2014-01473 Index No. 3203/12.
Mildred J. Michalczyk, East Farmingdale, N.Y., for appellants. Schneider Mitola LLP, Garden City, N.Y. (Ryan D. Mitola of counsel), for respondents.
Mildred J. Michalczyk, East Farmingdale, N.Y., for appellants.
Schneider Mitola LLP, Garden City, N.Y. (Ryan D. Mitola of counsel), for respondents.

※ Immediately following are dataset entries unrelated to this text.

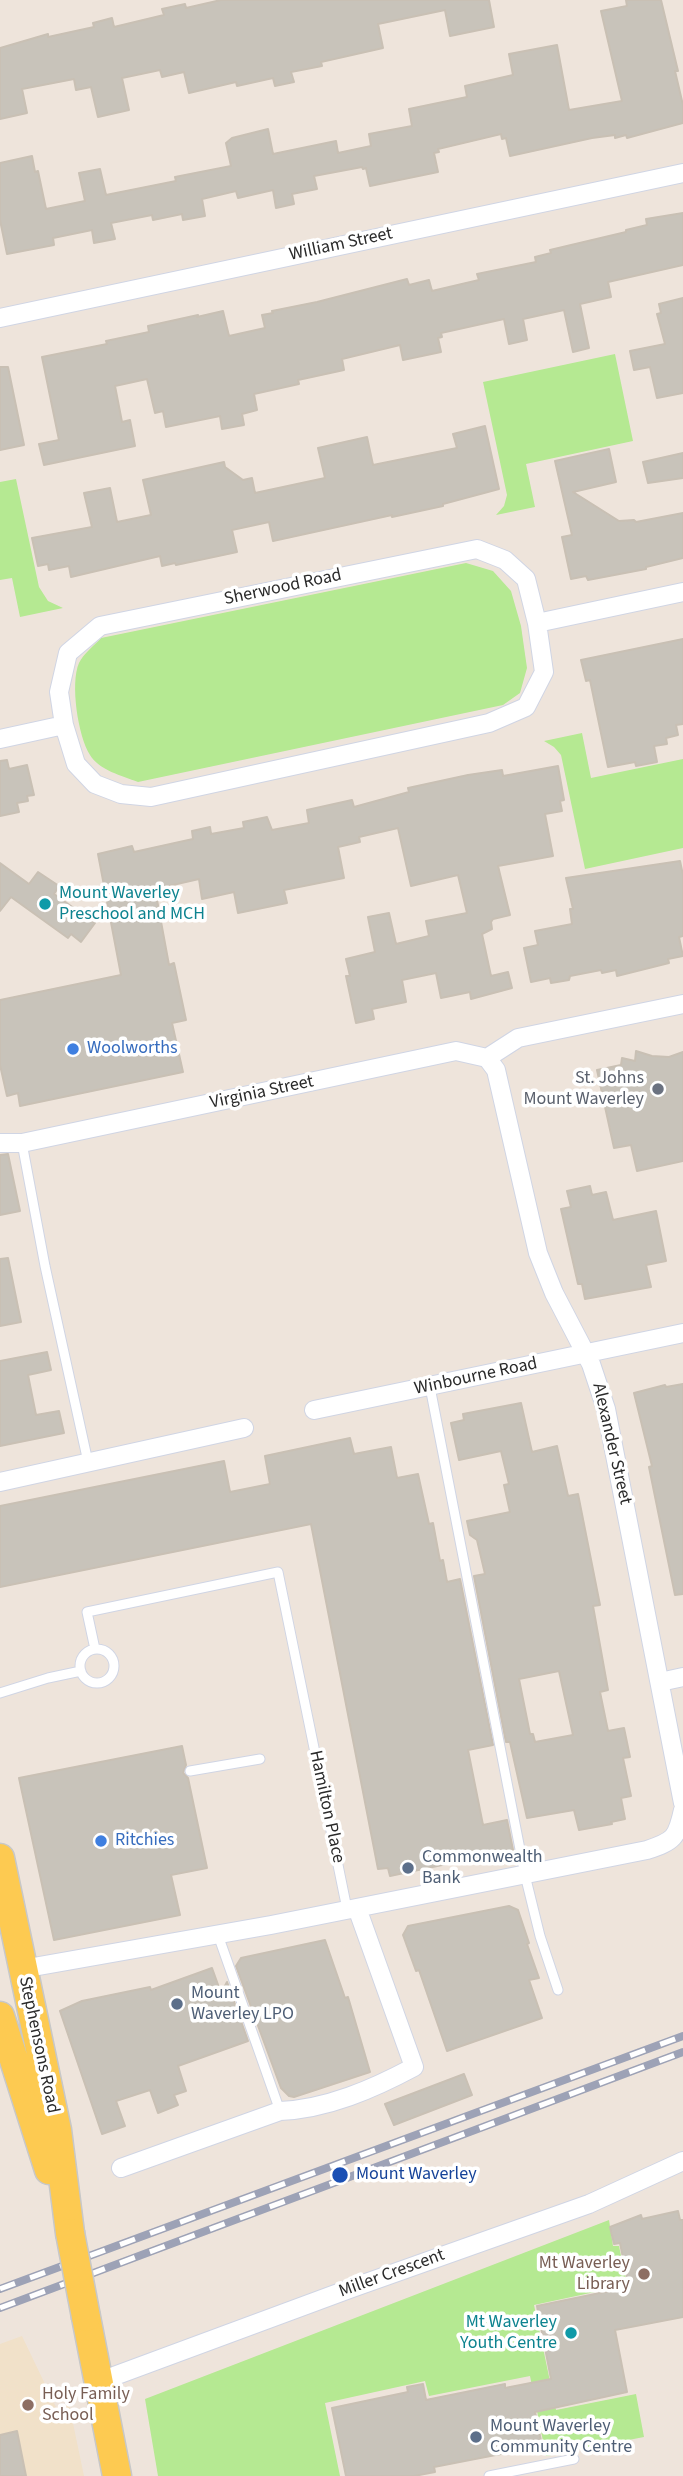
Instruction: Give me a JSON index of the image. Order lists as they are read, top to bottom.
{
  "streets": {
    "main road": ["Stephensons Road"],
    "street": [
      "William Street",
      "Sherwood Road",
      "Virginia Street",
      "Winbourne Road",
      "Alexander Street",
      "Hamilton Place",
      "Miller Crescent"
    ]
  },
  "crossings": [
    ["Virginia Street", "Alexander Street"],
    ["Winbourne Road", "Alexander Street"],
    ["Stephensons Road", "Miller Crescent"]
  ],
  "places": [
    "Mount Waverley Preschool and MCH",
    "Woolworths",
    "St. Johns Mount Waverley",
    "Ritchies",
    "Commonwealth Bank",
    "Mount Waverley LPO",
    "Mount Waverley",
    "Mt Waverley Library",
    "Mt Waverley Youth Centre",
    "Holy Family School",
    "Mount Waverley Community Centre"
  ]
}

In an action, inter alia, to recover damages for breach of fiduciary duty, the plaintiffs appeal, as limited by the brief, from so much of an order of the Supreme Court, Nassau County (Sher, J.), entered September 26, 2013, as granted that branch of the defendants' motion which was for a protective order vacating the second notice for discovery and inspection of Sylvia Berkowitz individually, and in her capacity as executrix of the estate of Martin Berkowitz, and denied those branches of the cross motion of Sylvia Berkowitz individually, and in her capacity as executrix of the estate of Martin Berkowitz, which were to compel compliance with certain discovery demands and for imposition of sanctions pursuant to 22 NYCRR 130–1.1 against the defendants and their attorney.
ORDERED that the order is affirmed insofar as appealed from, with costs.

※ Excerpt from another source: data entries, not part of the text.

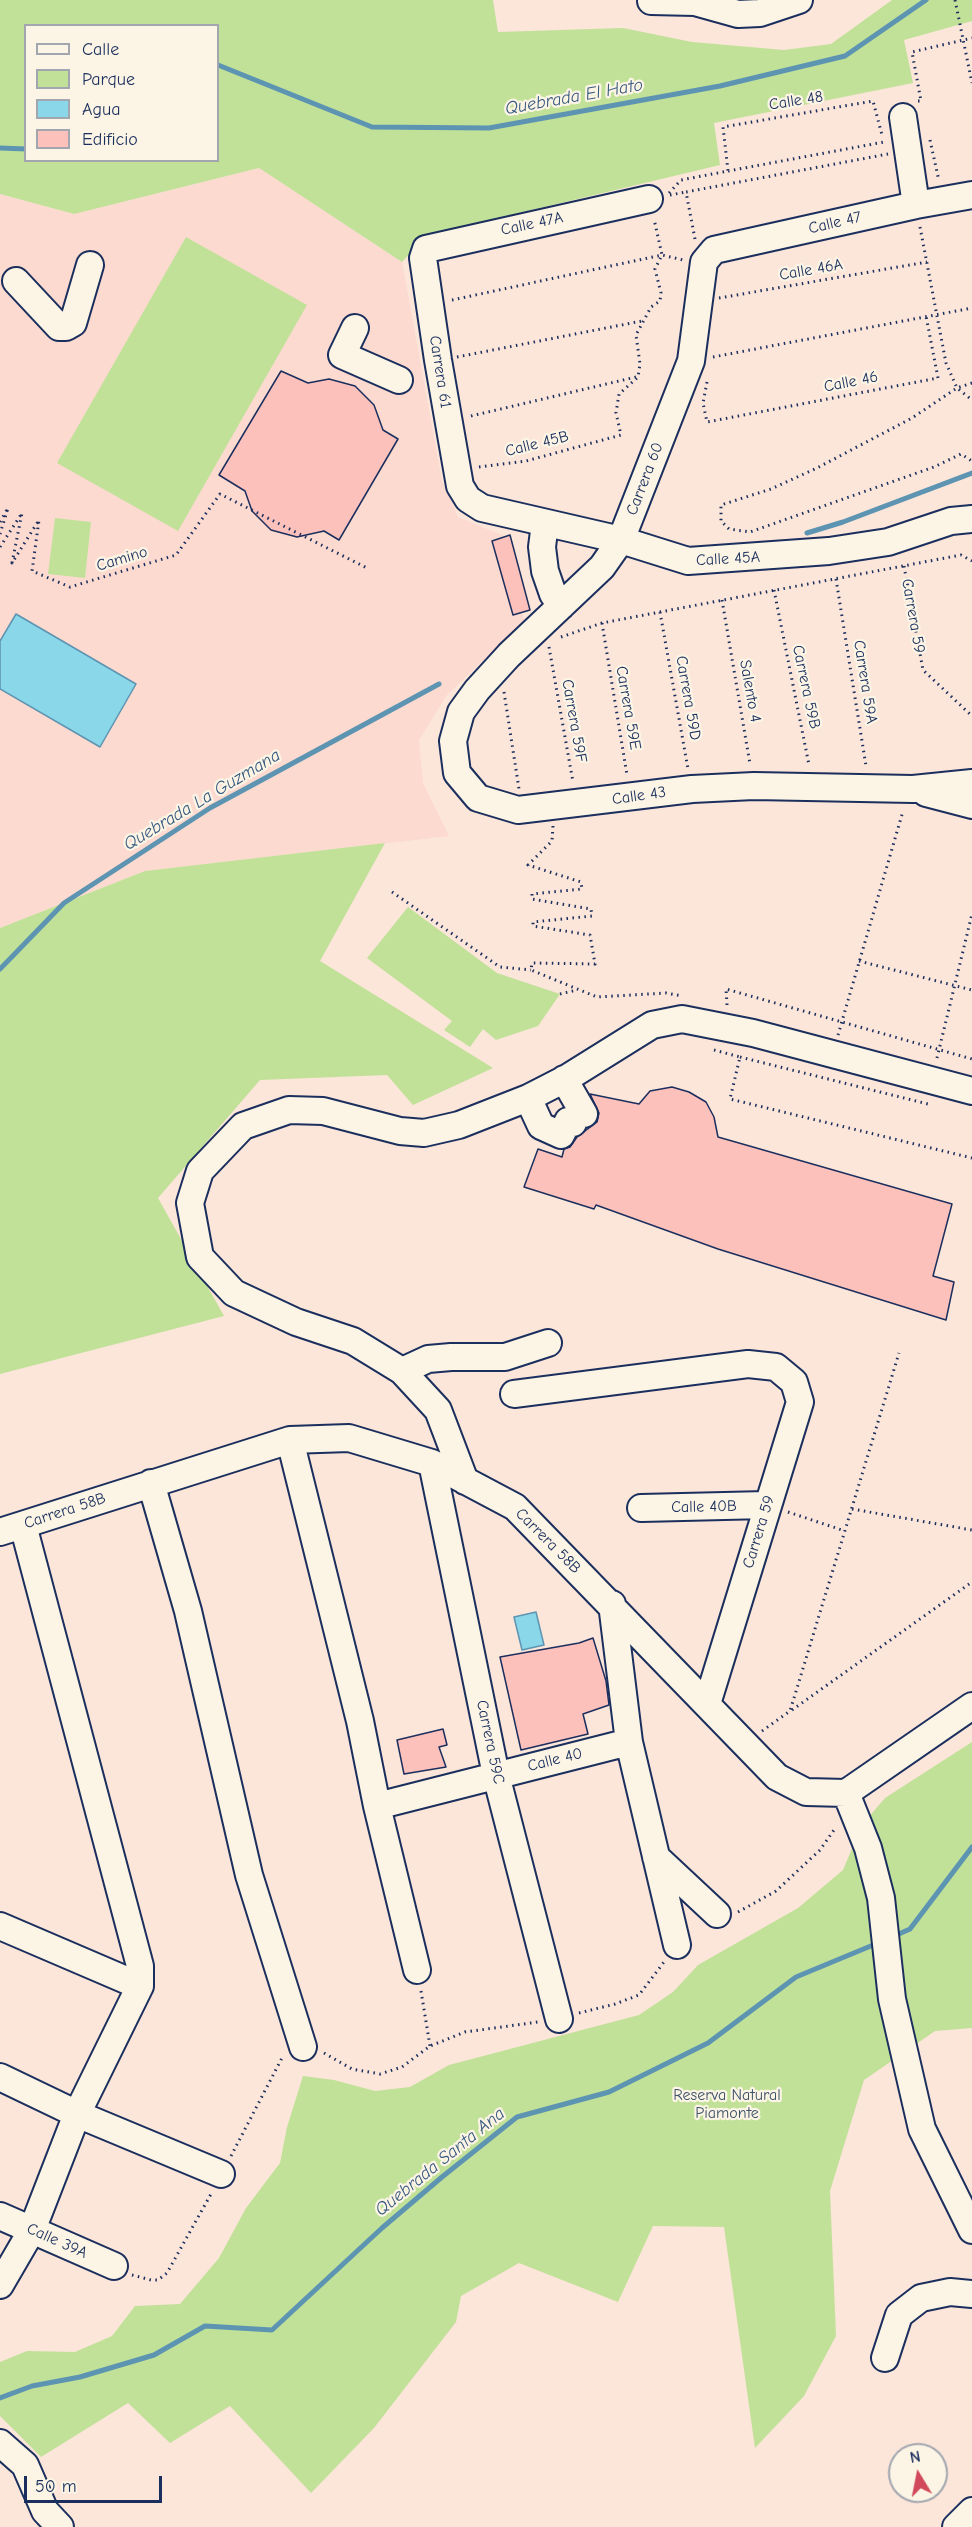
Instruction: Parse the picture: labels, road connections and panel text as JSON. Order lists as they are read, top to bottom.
{
  "streets": {
    "street": [
      "Calle 47",
      "Calle 47A",
      "Carrera 61",
      "Carrera 60",
      "Calle 45A",
      "Carrera 59",
      "Calle 43",
      "Calle 40B",
      "Carrera 58B",
      "Carrera 59C",
      "Calle 40",
      "Calle 39A"
    ],
    "path": [
      "Calle 48",
      "Calle 46A",
      "Calle 46",
      "Calle 45B",
      "Camino",
      "Carrera 59A",
      "Carrera 59B",
      "Salento 4",
      "Carrera 59D",
      "Carrera 59E",
      "Carrera 59F"
    ]
  },
  "crossings": [
    ["Calle 47", "Carrera 60"],
    ["Calle 47A", "Carrera 61"],
    ["Calle 46A", "Carrera 60"],
    ["Carrera 61", "Calle 45B"],
    ["Carrera 61", "Calle 45A"],
    ["Calle 45B", "Calle 45A"],
    ["Carrera 60", "Calle 45A"],
    ["Carrera 60", "Calle 43"],
    ["Carrera 59", "Calle 40B"],
    ["Carrera 59", "Carrera 58B"],
    ["Carrera 59A", "Calle 43"],
    ["Carrera 59B", "Calle 43"],
    ["Salento 4", "Calle 43"],
    ["Carrera 59D", "Calle 43"],
    ["Carrera 59E", "Calle 43"],
    ["Carrera 59F", "Calle 43"],
    ["Carrera 58B", "Carrera 59C"],
    ["Carrera 59C", "Calle 40"]
  ],
  "water": ["Quebrada El Hato", "Quebrada La Guzmana", "Quebrada Santa Ana"],
  "parks": ["Reserva Natural Piamonte"],
  "legend": [
    "Calle",
    "Parque",
    "Agua",
    "Edificio"
  ],
  "scale_bar": "50 m",
  "north": "top"
}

CPLR 3101(a) provides that “[t]here shall be full disclosure of all matter material and necessary in the prosecution or defense of an action, regardless of the burden of proof.” However, “unlimited disclosure is not mandated, and the rules provide that the court may issue a protective order ‘denying, limiting, conditioning or regulating the use of any disclosure device’ to ‘prevent unreasonable annoyance, expense, embarrassment, disadvantage, or other prejudice to any person or the courts' ” (County of Suffolk v. Long Is. Power Auth., 100 A.D.3d 944, 946, 954 N.Y.S.2d 619, quoting CPLR 3103[a]; see Accent Collections, Inc. v. Cappelli Enters., Inc., 84 A.D.3d 1283, 924 N.Y.S.2d 545). “The supervision of disclosure and the setting of reasonable terms and conditions therefor rests within the sound discretion of the trial court and, absent an improvident exercise of that discretion, its determination will not be disturbed” (Mattocks v. White Motor Corp., 258 A.D.2d 628, 629, 685 N.Y.S.2d 764 [citation omitted]; see Gilman & Ciocia, Inc. v. Walsh, 45 A.D.3d 531, 845 N.Y.S.2d 124).

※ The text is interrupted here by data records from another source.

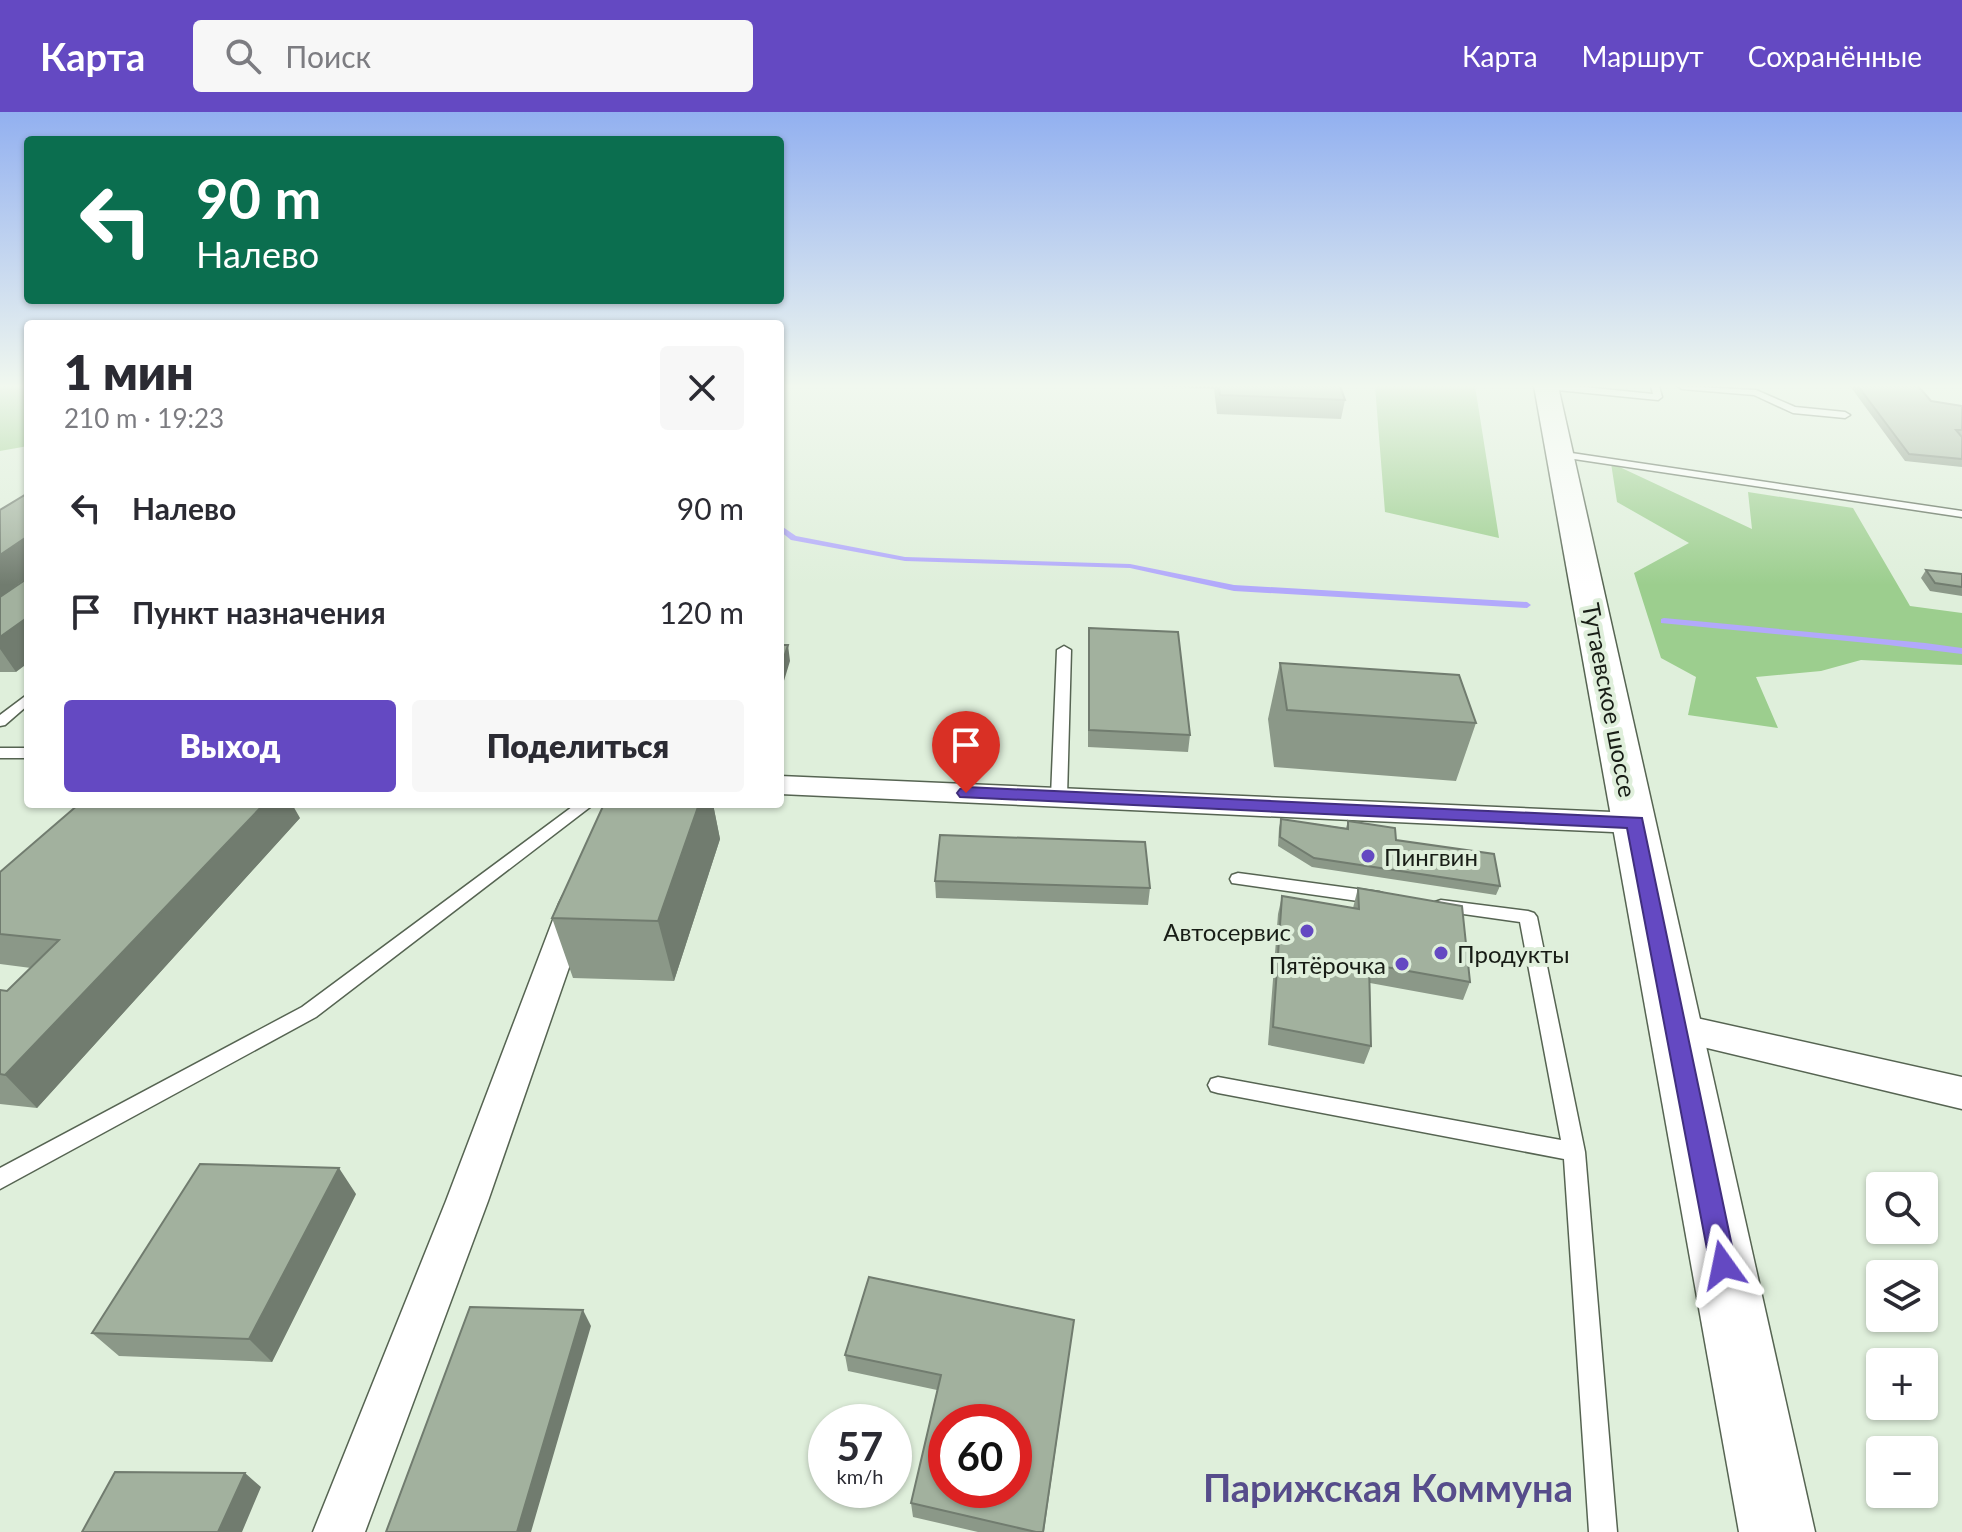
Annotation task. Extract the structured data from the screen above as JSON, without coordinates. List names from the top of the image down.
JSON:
{
  "streets": {
    "main road": ["Тутаевское шоссе"]
  },
  "districts": ["Парижская Коммуна"],
  "places": [
    "Пингвин",
    "Автосервис",
    "Продукты",
    "Пятёрочка"
  ],
  "page": {
    "header": "Карта",
    "search": "Поиск",
    "nav": ["Карта", "Маршрут", "Сохранённые"],
    "turn": ["90 m", "Налево"],
    "heading": ["1 мин", "210 m · 19:23"],
    "list": [
      {
        "name": "Налево",
        "value": "90 m"
      },
      {
        "name": "Пункт назначения",
        "value": "120 m"
      }
    ],
    "buttons": ["Выход", "Поделиться"],
    "map_buttons": ["+", "−"],
    "speed": "57 km/h",
    "limit": "60"
  }
}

Here, various discovery demands made by Sylvia Berkowitz individually, and in her capacity as executrix of the estate of Martin Berkowitz, in the second notice for discovery and inspection were of an overbroad and burdensome nature. Where discovery demands are overbroad, the appropriate remedy is to vacate the entire demand rather than to prune it (see Scorzari v. Pezza, 111 A.D.3d 916, 976 N.Y.S.2d 140; Matter of Greenfield v. Board of Assessment Review for Town of Babylon, 106 A.D.3d 908, 909, 965 N.Y.S.2d 555). Accordingly, the Supreme Court providently exercised its discretion in granting that branch of the defendants' motion which was for a protective order vacating the second notice for discovery and inspection. The court also providently exercised its discretion in denying that branch of the cross motion which was to compel the defendants' compliance with certain other discovery demands that were overbroad.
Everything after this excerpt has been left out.